• **TASK STATEMENT**
Write out the full listing exactly as given, minus the images.

• **THE INPUT**
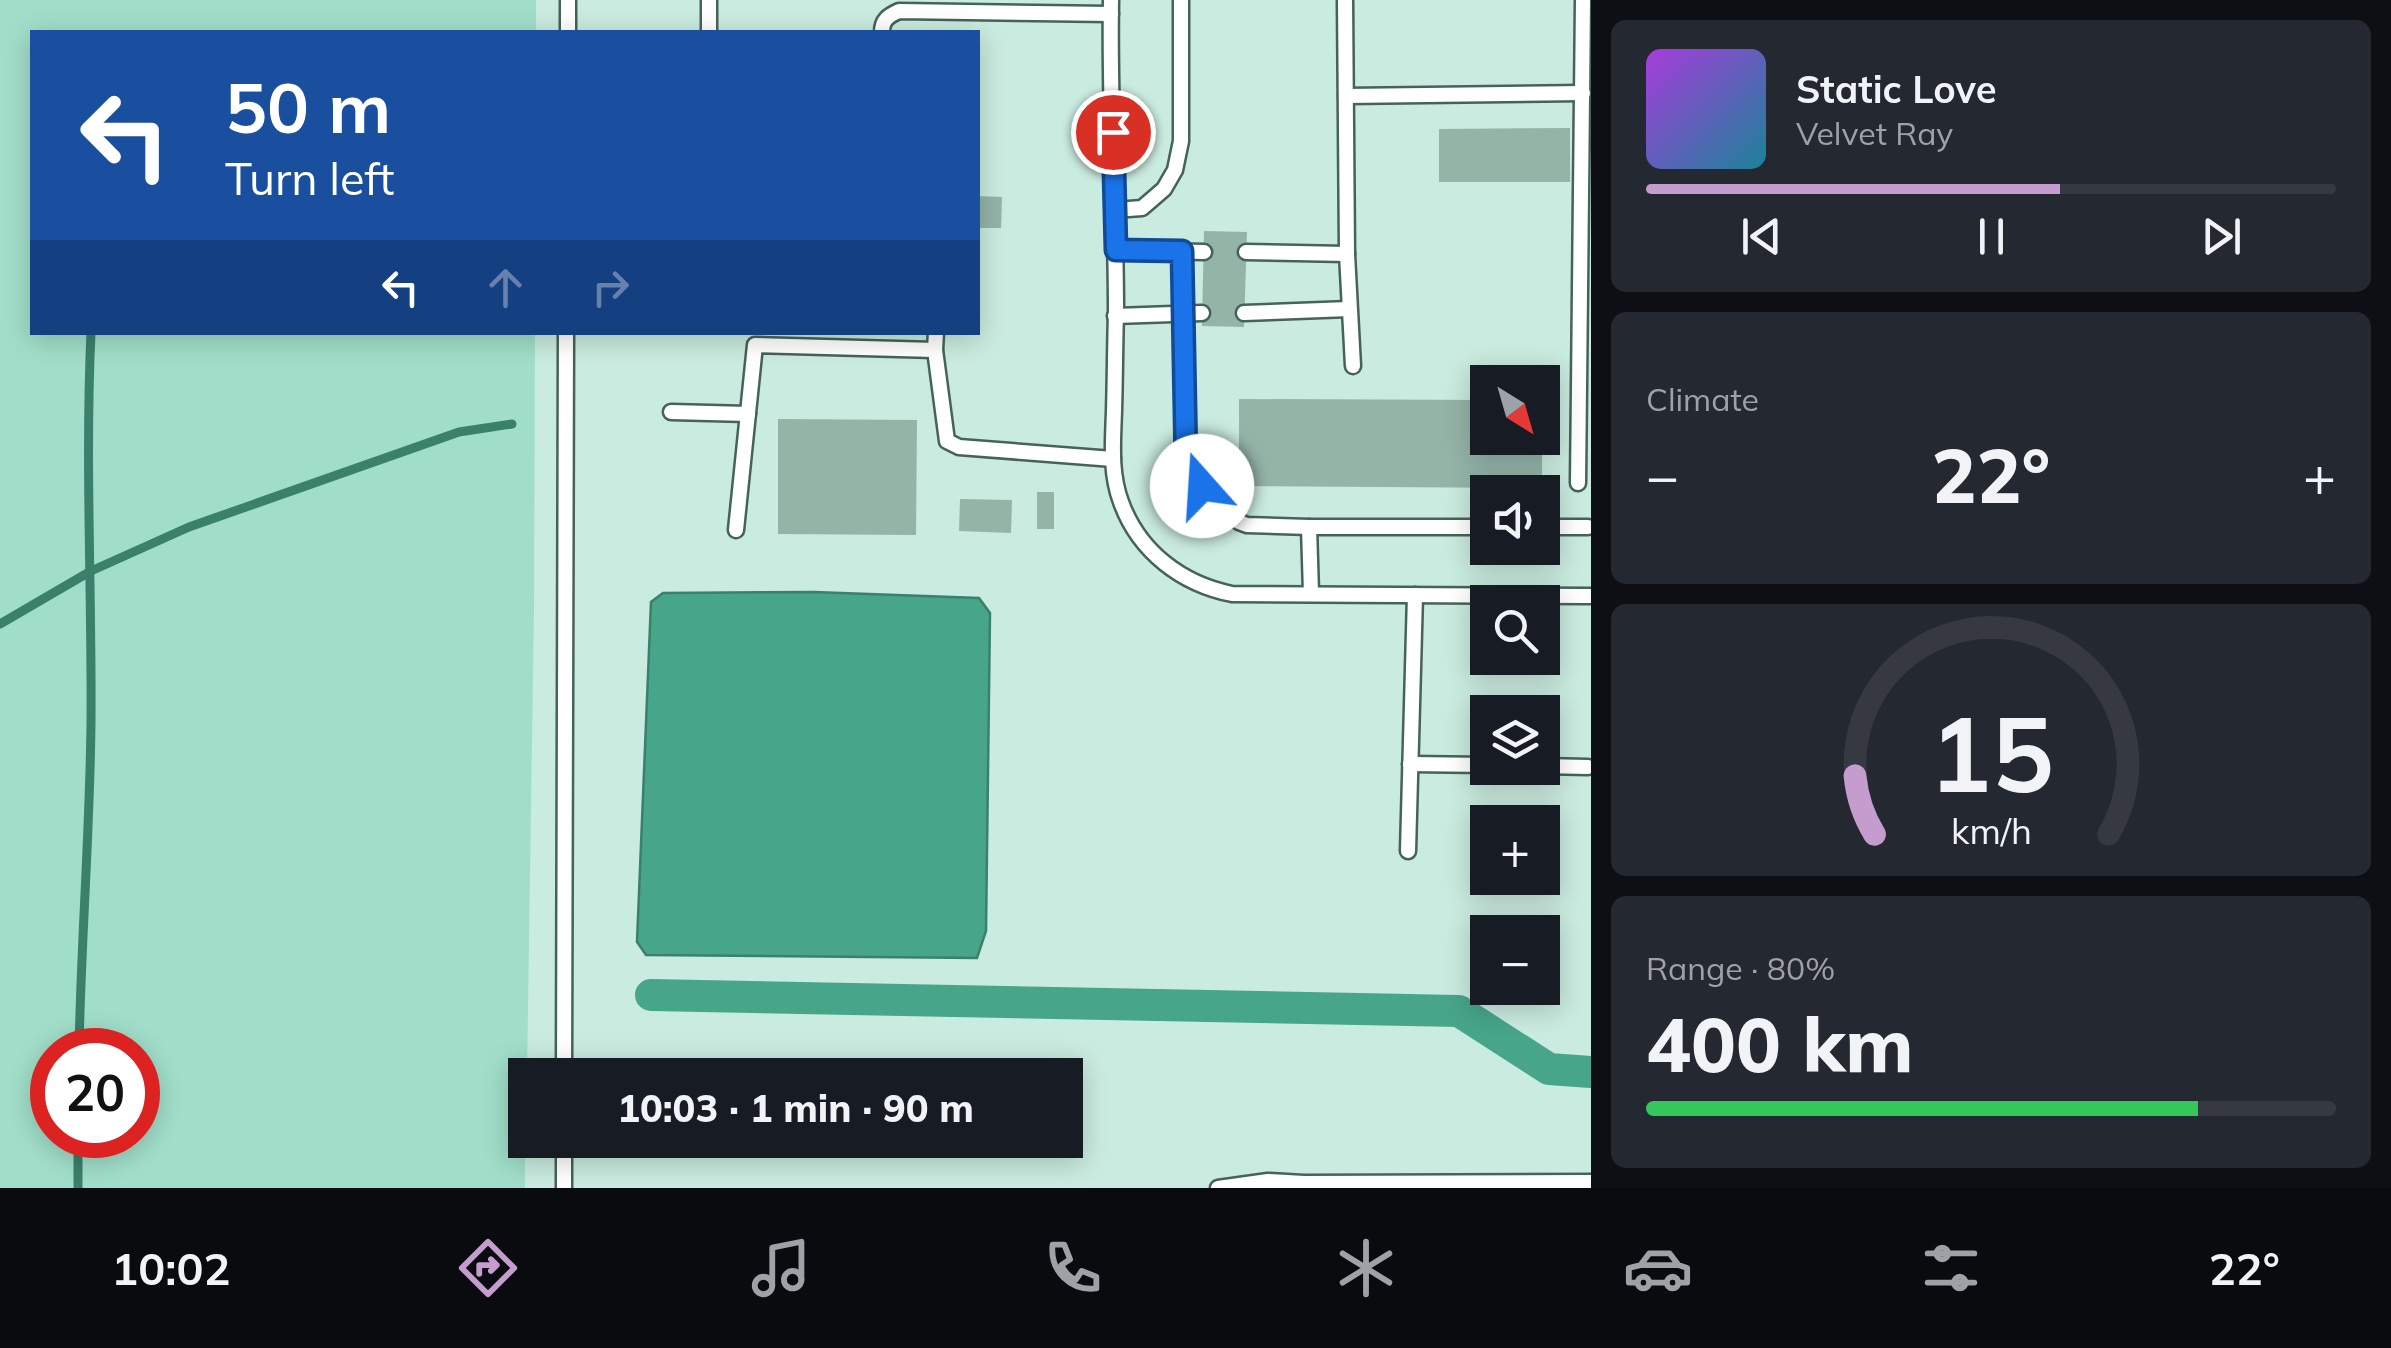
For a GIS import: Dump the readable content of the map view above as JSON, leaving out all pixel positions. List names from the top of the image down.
{
  "north": "bottom right",
  "page": {
    "turn": ["50 m", "Turn left"],
    "song": ["Static Love", "Velvet Ray"],
    "tile": [
      "Climate",
      ["Range · 80%", "400 km"]
    ],
    "map_buttons": ["+", "−"],
    "heat": ["−", "22°", "+"],
    "limit": "20",
    "trip": "10:03 · 1 min · 90 m",
    "tabs": ["10:02", "22°"],
    "gauge": ["15", "km/h"]
  }
}
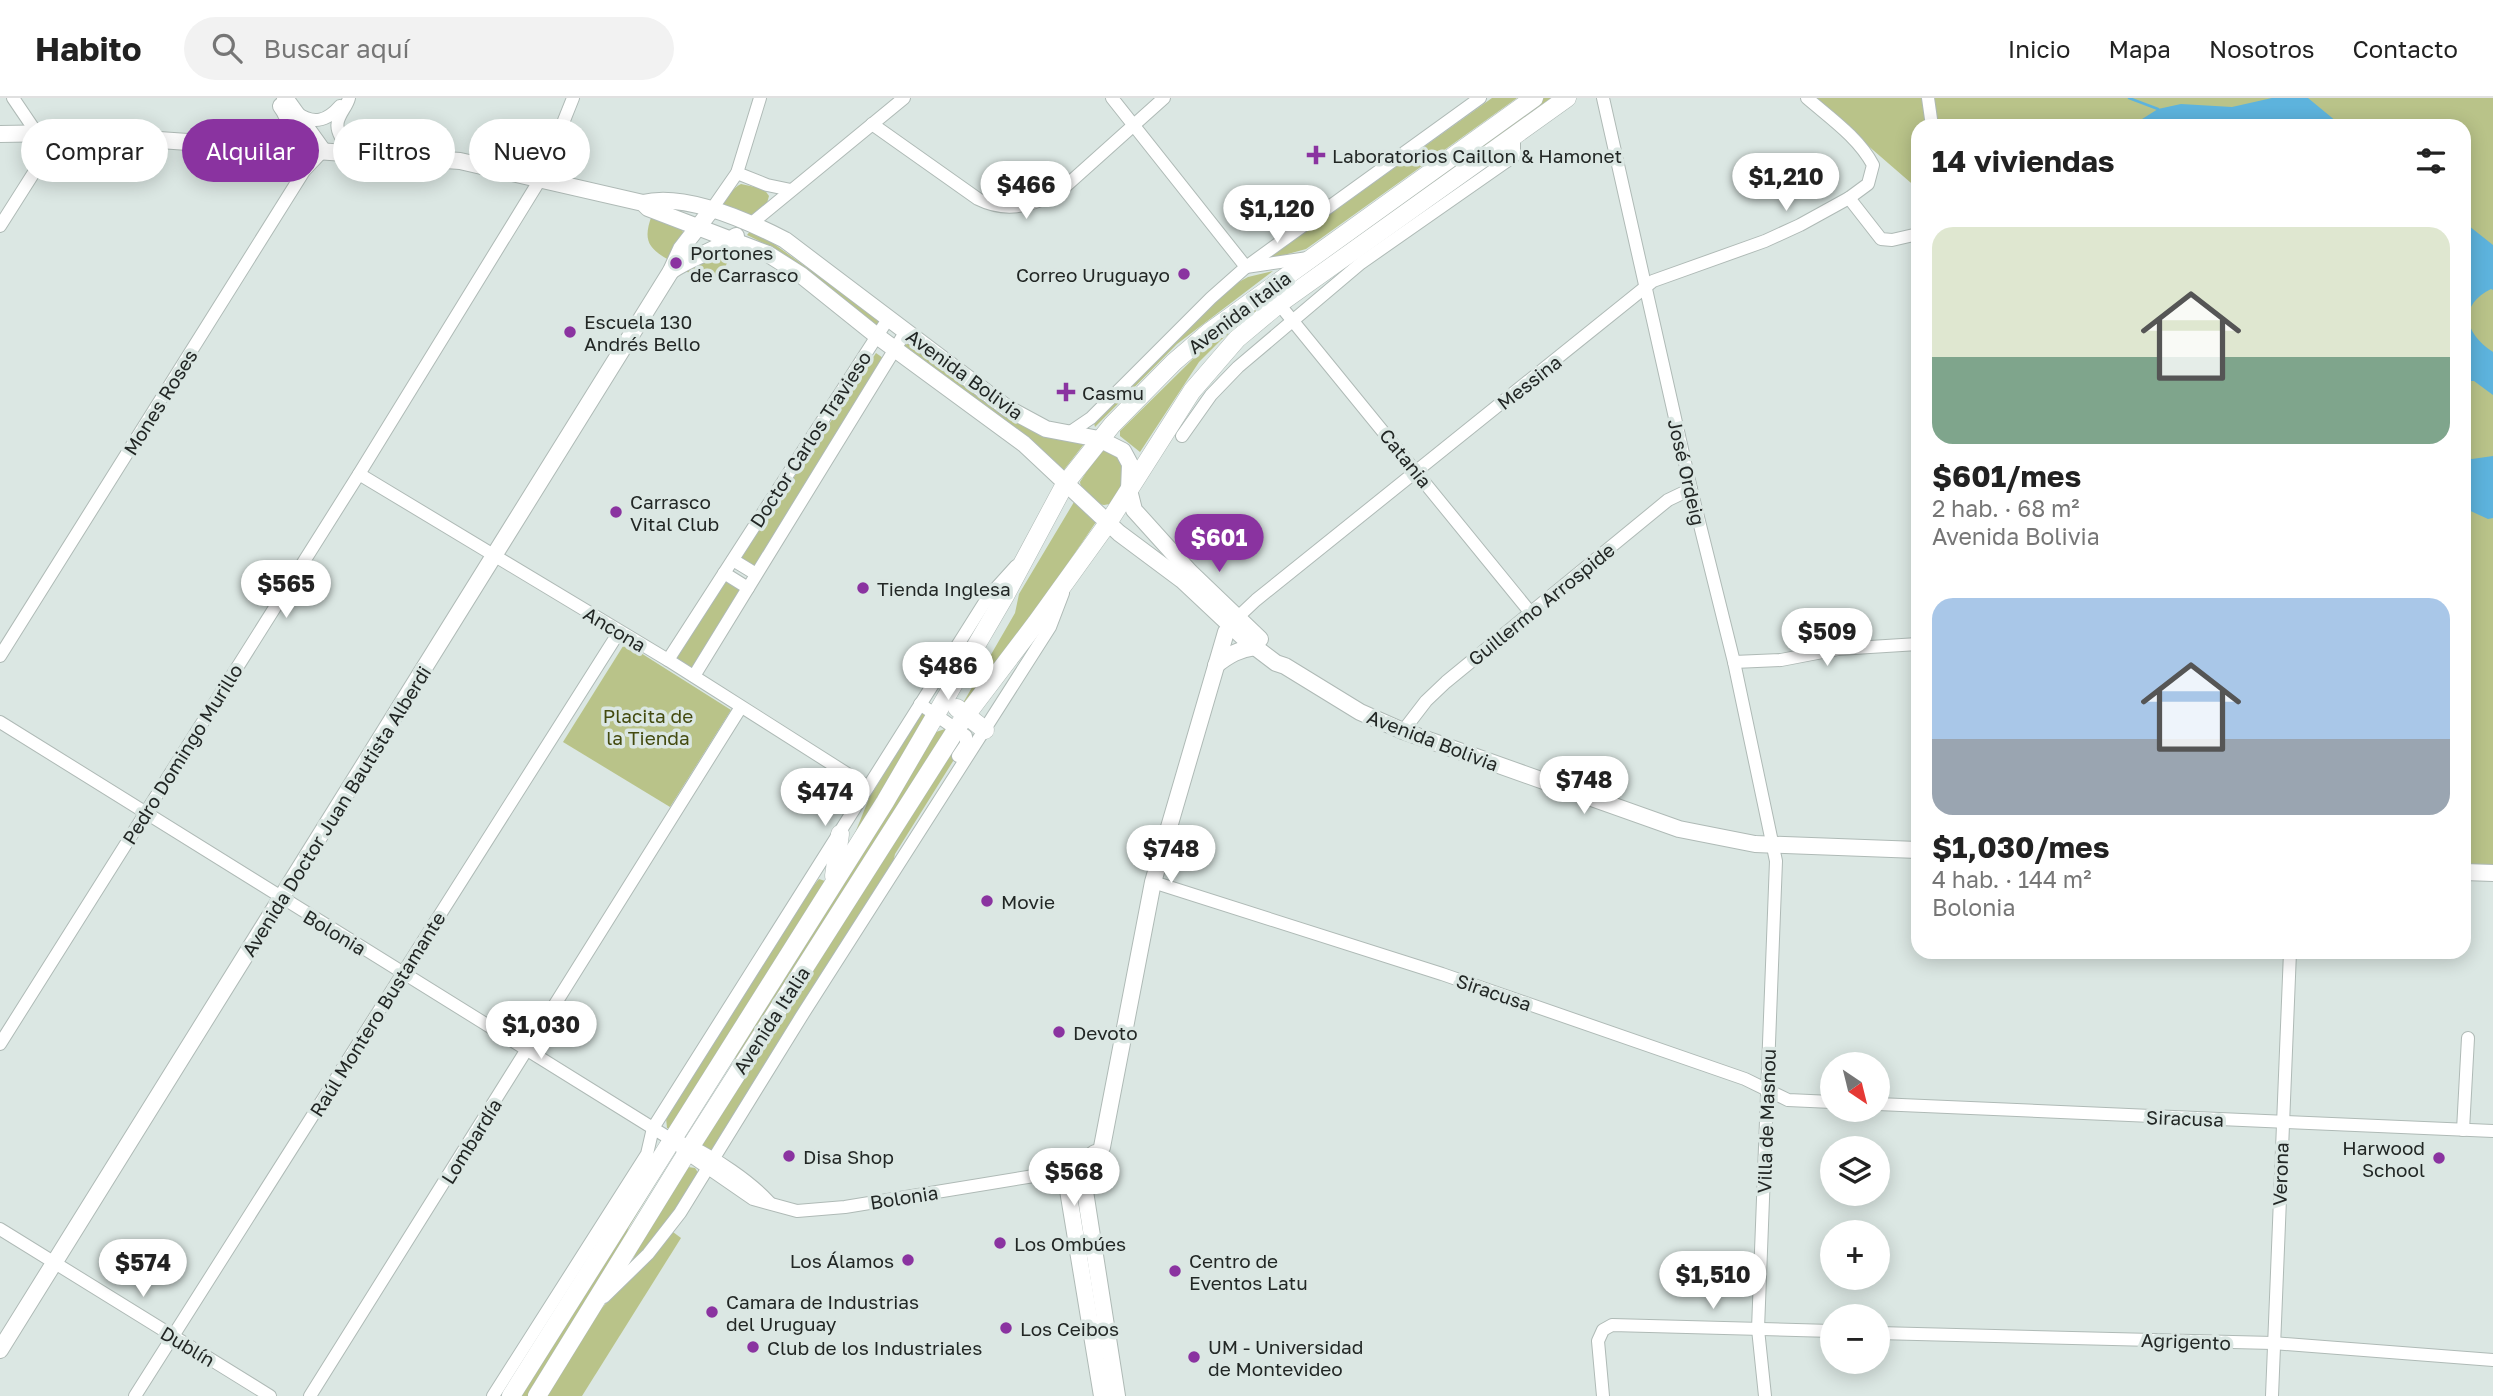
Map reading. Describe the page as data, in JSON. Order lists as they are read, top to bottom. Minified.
{"streets":{"main road":["Avenida Italia"],"street":["Avenida Bolivia","Messina","Mones Roses","Doctor Carlos Travieso","Catania","José Ordeig","Guillermo Arrospide","Ancona","Pedro Domingo Murillo","Avenida Doctor Juan Bautista Alberdi","Bolonia","Siracusa","Raúl Montero Bustamante","Villa de Masnou","Lombardía","Verona","Agrigento","Dublín"]},"crossings":[["Avenida Italia","Avenida Bolivia"],["Avenida Italia","Catania"],["Avenida Italia","Ancona"],["Avenida Italia","Bolonia"],["Avenida Bolivia","Messina"],["Avenida Bolivia","Mones Roses"],["Avenida Bolivia","Doctor Carlos Travieso"],["Avenida Bolivia","José Ordeig"],["Avenida Bolivia","Guillermo Arrospide"],["Avenida Bolivia","Avenida Doctor Juan Bautista Alberdi"],["Avenida Bolivia","Villa de Masnou"],["Messina","Catania"],["Messina","José Ordeig"],["Doctor Carlos Travieso","Ancona"],["Catania","Guillermo Arrospide"],["José Ordeig","Guillermo Arrospide"],["José Ordeig","Villa de Masnou"],["Ancona","Pedro Domingo Murillo"],["Ancona","Avenida Doctor Juan Bautista Alberdi"],["Ancona","Raúl Montero Bustamante"],["Ancona","Lombardía"],["Pedro Domingo Murillo","Bolonia"],["Avenida Doctor Juan Bautista Alberdi","Bolonia"],["Avenida Doctor Juan Bautista Alberdi","Dublín"],["Bolonia","Raúl Montero Bustamante"],["Bolonia","Lombardía"],["Siracusa","Villa de Masnou"],["Siracusa","Verona"],["Raúl Montero Bustamante","Dublín"],["Verona","Agrigento"]],"parks":["Placita de la Tienda"],"places":{"health":["Laboratorios Caillon & Hamonet","Casmu"],"other":["Portones de Carrasco","Correo Uruguayo","Escuela 130 Andrés Bello","Carrasco Vital Club","Tienda Inglesa","Movie","Devoto","Disa Shop","Harwood School","Los Ombúes","Los Álamos","Centro de Eventos Latu","Camara de Industrias del Uruguay","Los Ceibos","Club de los Industriales","UM - Universidad de Montevideo"]},"north":"bottom right","page":{"header":"Habito","search":"Buscar aquí","nav":["Inicio","Mapa","Nosotros","Contacto"],"chip":["Comprar","Alquilar","Filtros","Nuevo"],"heading":"14 viviendas","price":["$1,210","$466","$1,120","$601","$565","$509","$486","$748","$474","$748","$1,030","$568","$574","$1,510"],"list":[{"name":"$601/mes","note":"2 hab. · 68 m² · Avenida Bolivia"},{"name":"$1,030/mes","note":"4 hab. · 144 m² · Bolonia"}],"map_buttons":["+","−"]}}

• **EXPECTED OUTPUT**
For a GIS import: Dump the readable content of the map view above as JSON, leaving out all pixel positions. List names from the top of the image down.
{
  "north": "bottom right",
  "page": {
    "turn": ["50 m", "Turn left"],
    "song": ["Static Love", "Velvet Ray"],
    "tile": [
      "Climate",
      ["Range · 80%", "400 km"]
    ],
    "map_buttons": ["+", "−"],
    "heat": ["−", "22°", "+"],
    "limit": "20",
    "trip": "10:03 · 1 min · 90 m",
    "tabs": ["10:02", "22°"],
    "gauge": ["15", "km/h"]
  }
}
Map reading. Describe the page as data, in JSON. Order lists as they are read, top to bottom. Minified.
{"streets":{"main road":["Avenida Italia"],"street":["Avenida Bolivia","Messina","Mones Roses","Doctor Carlos Travieso","Catania","José Ordeig","Guillermo Arrospide","Ancona","Pedro Domingo Murillo","Avenida Doctor Juan Bautista Alberdi","Bolonia","Siracusa","Raúl Montero Bustamante","Villa de Masnou","Lombardía","Verona","Agrigento","Dublín"]},"crossings":[["Avenida Italia","Avenida Bolivia"],["Avenida Italia","Catania"],["Avenida Italia","Ancona"],["Avenida Italia","Bolonia"],["Avenida Bolivia","Messina"],["Avenida Bolivia","Mones Roses"],["Avenida Bolivia","Doctor Carlos Travieso"],["Avenida Bolivia","José Ordeig"],["Avenida Bolivia","Guillermo Arrospide"],["Avenida Bolivia","Avenida Doctor Juan Bautista Alberdi"],["Avenida Bolivia","Villa de Masnou"],["Messina","Catania"],["Messina","José Ordeig"],["Doctor Carlos Travieso","Ancona"],["Catania","Guillermo Arrospide"],["José Ordeig","Guillermo Arrospide"],["José Ordeig","Villa de Masnou"],["Ancona","Pedro Domingo Murillo"],["Ancona","Avenida Doctor Juan Bautista Alberdi"],["Ancona","Raúl Montero Bustamante"],["Ancona","Lombardía"],["Pedro Domingo Murillo","Bolonia"],["Avenida Doctor Juan Bautista Alberdi","Bolonia"],["Avenida Doctor Juan Bautista Alberdi","Dublín"],["Bolonia","Raúl Montero Bustamante"],["Bolonia","Lombardía"],["Siracusa","Villa de Masnou"],["Siracusa","Verona"],["Raúl Montero Bustamante","Dublín"],["Verona","Agrigento"]],"parks":["Placita de la Tienda"],"places":{"health":["Laboratorios Caillon & Hamonet","Casmu"],"other":["Portones de Carrasco","Correo Uruguayo","Escuela 130 Andrés Bello","Carrasco Vital Club","Tienda Inglesa","Movie","Devoto","Disa Shop","Harwood School","Los Ombúes","Los Álamos","Centro de Eventos Latu","Camara de Industrias del Uruguay","Los Ceibos","Club de los Industriales","UM - Universidad de Montevideo"]},"north":"bottom right","page":{"header":"Habito","search":"Buscar aquí","nav":["Inicio","Mapa","Nosotros","Contacto"],"chip":["Comprar","Alquilar","Filtros","Nuevo"],"heading":"14 viviendas","price":["$1,210","$466","$1,120","$601","$565","$509","$486","$748","$474","$748","$1,030","$568","$574","$1,510"],"list":[{"name":"$601/mes","note":"2 hab. · 68 m² · Avenida Bolivia"},{"name":"$1,030/mes","note":"4 hab. · 144 m² · Bolonia"}],"map_buttons":["+","−"]}}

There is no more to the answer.